Hey Pangeo community! I met some of you at Scipy 2022 and it was recommended to me to post my question here.
In short I’m looking for big environmental data sets to analyze. I’m finishing the third year of my postdoc in statistics at UT Austin and I’m working on (among other things) statistical data assimilation.
Working with my advisor, Matthias Katzfuss, we developed several scalable methods for filtering and smoothing big spatio-temporal data sets. Check out my google scholar profile for the references.
Unfortunately, I don’t know too many earth scientists and I often struggle to find data to apply our methods to (and illustrate our papers with a real-life use case). It would also be great to talk to some potential users, to find out what kinds of methods/features they need most.

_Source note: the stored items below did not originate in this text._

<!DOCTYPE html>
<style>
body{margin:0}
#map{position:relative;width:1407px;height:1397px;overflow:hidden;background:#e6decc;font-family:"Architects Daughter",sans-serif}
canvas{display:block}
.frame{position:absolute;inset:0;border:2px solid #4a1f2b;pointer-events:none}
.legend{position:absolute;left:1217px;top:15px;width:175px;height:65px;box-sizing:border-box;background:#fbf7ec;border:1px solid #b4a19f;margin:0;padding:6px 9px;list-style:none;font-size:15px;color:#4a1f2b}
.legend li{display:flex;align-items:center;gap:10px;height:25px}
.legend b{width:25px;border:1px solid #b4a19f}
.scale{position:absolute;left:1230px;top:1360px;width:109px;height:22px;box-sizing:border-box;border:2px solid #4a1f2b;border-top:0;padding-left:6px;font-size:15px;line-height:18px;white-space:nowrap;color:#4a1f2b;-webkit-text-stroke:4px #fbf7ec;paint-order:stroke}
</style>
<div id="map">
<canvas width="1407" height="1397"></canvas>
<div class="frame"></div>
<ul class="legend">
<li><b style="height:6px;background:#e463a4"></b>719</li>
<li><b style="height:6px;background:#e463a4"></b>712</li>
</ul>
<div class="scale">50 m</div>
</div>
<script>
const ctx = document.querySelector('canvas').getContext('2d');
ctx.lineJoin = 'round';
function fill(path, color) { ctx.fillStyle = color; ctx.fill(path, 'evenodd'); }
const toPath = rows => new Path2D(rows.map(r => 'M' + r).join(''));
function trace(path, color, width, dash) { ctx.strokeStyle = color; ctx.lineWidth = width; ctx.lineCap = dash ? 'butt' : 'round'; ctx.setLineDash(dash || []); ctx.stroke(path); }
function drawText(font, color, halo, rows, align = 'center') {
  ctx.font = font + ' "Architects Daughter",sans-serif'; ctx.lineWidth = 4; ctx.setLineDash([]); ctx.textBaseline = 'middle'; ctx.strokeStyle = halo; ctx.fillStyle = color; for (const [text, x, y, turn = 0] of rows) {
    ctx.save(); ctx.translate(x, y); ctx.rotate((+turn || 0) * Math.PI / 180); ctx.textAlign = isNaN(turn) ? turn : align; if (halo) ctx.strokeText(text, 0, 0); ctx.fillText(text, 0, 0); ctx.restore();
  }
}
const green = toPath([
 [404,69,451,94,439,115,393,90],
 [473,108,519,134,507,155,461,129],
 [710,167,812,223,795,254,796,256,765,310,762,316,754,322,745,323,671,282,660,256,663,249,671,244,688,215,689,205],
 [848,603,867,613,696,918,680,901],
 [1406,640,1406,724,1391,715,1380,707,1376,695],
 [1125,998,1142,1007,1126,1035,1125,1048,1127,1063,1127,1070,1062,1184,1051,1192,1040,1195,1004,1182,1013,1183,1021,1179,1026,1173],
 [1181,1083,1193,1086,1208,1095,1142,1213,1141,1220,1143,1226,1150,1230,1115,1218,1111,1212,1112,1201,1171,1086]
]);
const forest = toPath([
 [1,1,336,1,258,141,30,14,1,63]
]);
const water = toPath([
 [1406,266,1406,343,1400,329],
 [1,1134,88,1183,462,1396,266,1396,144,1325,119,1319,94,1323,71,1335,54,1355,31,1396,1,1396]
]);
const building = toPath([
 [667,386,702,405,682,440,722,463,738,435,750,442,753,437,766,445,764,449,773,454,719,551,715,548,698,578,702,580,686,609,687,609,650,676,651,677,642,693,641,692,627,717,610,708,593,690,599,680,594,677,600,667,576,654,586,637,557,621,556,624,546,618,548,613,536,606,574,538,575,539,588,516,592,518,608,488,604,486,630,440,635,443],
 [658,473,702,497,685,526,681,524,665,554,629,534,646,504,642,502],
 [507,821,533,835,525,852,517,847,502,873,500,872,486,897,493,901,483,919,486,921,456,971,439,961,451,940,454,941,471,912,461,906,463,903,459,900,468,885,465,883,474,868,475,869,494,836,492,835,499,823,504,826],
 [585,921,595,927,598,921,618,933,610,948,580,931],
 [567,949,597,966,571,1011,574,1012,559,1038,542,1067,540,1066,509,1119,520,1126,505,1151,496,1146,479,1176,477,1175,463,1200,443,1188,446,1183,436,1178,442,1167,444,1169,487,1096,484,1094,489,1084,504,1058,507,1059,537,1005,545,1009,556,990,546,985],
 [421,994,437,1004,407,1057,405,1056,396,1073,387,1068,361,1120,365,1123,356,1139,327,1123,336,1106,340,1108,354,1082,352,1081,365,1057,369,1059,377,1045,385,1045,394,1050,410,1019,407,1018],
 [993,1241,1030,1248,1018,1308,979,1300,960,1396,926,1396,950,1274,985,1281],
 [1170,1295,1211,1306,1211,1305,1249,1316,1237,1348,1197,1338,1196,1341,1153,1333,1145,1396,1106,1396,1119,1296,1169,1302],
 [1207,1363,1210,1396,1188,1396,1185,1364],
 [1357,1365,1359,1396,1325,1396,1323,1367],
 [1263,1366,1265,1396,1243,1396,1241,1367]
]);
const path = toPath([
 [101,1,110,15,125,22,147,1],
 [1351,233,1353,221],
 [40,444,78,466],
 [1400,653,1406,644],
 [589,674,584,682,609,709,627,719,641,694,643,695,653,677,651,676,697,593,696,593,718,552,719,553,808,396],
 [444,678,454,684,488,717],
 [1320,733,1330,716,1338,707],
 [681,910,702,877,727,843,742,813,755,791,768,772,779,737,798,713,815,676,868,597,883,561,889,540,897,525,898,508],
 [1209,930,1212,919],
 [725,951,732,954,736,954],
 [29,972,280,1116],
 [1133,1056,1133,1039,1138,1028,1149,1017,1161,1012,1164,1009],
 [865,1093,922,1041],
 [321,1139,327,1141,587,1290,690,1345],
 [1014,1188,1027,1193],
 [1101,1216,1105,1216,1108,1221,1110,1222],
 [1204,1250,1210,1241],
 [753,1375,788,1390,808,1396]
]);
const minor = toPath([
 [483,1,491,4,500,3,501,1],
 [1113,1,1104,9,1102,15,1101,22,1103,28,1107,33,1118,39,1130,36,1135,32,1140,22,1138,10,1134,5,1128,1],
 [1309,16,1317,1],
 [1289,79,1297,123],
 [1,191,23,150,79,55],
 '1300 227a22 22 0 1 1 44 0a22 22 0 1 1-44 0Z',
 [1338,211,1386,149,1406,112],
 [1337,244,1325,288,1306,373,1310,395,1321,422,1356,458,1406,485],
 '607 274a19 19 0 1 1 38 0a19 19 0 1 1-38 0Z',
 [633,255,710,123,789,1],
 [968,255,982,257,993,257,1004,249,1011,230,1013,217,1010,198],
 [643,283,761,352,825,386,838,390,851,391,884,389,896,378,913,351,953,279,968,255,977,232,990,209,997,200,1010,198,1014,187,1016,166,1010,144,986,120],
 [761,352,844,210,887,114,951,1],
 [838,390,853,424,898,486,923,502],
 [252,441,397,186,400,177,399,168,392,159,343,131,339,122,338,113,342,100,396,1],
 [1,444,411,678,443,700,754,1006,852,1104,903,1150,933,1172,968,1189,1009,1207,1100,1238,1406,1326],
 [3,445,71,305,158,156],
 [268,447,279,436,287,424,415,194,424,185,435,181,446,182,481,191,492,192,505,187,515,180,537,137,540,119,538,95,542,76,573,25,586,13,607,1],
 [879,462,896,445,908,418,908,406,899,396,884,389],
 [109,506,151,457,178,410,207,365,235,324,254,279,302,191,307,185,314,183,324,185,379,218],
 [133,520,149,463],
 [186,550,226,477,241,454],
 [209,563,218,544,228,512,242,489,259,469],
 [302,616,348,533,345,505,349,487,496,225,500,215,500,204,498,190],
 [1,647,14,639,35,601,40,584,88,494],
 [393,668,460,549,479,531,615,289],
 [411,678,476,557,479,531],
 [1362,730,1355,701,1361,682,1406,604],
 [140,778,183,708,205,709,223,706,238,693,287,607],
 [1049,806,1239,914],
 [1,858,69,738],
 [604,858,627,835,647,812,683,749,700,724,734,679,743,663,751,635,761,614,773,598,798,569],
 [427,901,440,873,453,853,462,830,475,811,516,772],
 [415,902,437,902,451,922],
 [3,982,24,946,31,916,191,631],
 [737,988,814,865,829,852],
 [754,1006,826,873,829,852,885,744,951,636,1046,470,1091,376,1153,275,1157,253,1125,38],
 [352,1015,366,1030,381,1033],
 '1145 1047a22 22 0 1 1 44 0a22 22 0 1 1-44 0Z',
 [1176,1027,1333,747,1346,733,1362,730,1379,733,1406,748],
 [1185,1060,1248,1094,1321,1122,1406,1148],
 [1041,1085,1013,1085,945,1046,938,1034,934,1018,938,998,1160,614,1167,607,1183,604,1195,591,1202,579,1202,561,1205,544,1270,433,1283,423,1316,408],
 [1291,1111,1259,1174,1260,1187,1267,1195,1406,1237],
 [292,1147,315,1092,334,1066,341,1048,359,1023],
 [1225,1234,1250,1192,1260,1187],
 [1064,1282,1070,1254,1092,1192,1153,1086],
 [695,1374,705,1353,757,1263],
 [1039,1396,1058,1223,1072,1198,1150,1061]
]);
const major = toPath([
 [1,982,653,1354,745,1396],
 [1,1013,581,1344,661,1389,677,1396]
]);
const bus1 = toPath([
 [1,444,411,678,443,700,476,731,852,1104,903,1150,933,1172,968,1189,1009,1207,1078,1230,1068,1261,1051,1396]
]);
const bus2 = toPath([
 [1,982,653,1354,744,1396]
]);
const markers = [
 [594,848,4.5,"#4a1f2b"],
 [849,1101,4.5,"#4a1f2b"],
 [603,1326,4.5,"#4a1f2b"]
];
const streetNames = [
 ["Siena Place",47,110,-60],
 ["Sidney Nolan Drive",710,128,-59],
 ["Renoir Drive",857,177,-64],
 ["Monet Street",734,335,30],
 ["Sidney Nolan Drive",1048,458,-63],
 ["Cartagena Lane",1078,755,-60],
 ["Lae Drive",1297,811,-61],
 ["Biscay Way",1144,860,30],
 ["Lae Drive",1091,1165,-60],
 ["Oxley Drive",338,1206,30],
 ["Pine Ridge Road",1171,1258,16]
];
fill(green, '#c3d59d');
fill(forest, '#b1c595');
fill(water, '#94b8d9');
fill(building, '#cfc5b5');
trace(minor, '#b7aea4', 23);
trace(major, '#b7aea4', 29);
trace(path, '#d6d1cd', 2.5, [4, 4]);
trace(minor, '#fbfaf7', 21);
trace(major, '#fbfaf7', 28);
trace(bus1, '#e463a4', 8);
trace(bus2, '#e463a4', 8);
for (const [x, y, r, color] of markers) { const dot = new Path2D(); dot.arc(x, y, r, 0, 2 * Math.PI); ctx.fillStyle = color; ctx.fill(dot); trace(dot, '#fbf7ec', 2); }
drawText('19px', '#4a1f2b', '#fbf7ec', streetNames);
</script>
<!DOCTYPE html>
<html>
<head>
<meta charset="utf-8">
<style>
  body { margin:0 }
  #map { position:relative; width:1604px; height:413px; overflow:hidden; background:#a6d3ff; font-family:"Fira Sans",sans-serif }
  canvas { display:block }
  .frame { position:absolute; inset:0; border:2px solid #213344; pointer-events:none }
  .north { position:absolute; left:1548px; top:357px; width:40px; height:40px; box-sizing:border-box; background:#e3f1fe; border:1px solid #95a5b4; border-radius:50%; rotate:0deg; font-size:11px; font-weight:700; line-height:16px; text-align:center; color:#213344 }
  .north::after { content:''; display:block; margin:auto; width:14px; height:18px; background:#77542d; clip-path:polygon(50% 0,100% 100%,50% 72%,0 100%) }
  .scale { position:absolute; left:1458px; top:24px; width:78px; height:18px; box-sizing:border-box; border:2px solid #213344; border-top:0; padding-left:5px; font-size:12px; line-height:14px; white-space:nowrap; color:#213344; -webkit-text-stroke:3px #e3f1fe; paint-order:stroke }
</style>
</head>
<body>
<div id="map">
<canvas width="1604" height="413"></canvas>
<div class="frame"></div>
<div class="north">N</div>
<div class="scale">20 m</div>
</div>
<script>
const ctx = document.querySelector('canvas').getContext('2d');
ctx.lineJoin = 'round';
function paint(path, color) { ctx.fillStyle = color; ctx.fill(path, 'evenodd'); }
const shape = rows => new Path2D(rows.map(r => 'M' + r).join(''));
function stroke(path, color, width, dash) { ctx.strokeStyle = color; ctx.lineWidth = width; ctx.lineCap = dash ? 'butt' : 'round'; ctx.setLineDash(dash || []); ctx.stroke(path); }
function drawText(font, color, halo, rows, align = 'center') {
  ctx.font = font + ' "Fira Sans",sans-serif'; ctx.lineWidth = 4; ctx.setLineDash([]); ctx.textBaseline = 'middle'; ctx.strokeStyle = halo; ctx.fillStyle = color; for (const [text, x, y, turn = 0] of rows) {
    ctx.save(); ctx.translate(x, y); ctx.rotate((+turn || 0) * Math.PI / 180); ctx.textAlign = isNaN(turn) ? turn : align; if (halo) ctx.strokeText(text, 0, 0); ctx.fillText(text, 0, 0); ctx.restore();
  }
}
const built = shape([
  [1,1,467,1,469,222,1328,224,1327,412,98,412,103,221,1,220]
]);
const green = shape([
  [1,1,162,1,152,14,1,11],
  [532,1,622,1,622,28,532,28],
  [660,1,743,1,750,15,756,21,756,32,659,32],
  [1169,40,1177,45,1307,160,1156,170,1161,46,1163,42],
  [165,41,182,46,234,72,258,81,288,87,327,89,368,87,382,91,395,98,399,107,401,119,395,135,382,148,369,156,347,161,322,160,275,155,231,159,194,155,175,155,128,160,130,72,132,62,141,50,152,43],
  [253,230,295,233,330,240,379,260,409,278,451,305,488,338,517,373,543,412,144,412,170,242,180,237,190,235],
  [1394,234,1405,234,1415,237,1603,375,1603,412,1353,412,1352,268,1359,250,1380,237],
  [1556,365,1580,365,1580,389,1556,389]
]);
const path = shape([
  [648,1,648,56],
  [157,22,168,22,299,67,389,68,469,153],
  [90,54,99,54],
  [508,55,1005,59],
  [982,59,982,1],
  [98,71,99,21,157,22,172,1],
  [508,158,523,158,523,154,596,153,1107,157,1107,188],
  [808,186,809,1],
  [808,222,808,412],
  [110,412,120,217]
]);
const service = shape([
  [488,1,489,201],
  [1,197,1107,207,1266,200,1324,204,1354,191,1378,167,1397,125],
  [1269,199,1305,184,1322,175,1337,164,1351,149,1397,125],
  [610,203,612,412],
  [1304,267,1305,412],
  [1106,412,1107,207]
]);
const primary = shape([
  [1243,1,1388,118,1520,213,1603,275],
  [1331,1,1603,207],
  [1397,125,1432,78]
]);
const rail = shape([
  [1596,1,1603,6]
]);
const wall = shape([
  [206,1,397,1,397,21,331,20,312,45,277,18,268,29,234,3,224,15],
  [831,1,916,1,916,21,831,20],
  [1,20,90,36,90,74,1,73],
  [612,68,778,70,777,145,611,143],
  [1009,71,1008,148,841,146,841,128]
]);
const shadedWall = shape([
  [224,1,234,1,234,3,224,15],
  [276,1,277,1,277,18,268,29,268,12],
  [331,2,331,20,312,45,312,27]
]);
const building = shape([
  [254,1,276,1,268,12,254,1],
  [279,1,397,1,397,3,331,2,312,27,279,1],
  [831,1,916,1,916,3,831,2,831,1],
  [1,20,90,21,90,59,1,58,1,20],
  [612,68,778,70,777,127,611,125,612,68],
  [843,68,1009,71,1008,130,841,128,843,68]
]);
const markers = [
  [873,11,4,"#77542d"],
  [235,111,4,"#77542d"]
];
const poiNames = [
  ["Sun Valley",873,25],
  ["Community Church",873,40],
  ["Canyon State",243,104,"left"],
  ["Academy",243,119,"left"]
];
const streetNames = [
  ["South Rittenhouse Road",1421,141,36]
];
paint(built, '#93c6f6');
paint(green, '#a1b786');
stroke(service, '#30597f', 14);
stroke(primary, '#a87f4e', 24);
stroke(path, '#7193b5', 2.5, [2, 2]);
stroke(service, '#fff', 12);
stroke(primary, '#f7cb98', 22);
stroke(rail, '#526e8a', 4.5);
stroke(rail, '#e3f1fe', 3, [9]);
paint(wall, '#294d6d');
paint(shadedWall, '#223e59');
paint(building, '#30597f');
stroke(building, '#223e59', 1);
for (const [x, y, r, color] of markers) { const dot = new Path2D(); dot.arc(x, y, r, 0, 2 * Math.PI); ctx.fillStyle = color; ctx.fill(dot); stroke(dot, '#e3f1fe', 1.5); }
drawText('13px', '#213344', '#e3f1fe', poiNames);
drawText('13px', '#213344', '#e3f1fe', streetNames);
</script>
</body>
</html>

So far, most of my work was in filtering or smoothing the data within the context of a state space model (not necessarily Gaussian or linear). But in these models one needs to know some physics to derive the evolution equation from. This is what we struggled with. We found a lot of model that were too complicated for us to use or, on the other end of the spectrum, ones which were exceedingly simple (close to a random walk). Ideally we would like something in between - moderately complicated but interesting.
Anyways, the tools we developed (based on Gaussian process approximations) can be applied to purely spatial problems to. If you think this is somethign we could collaborate on, let me know!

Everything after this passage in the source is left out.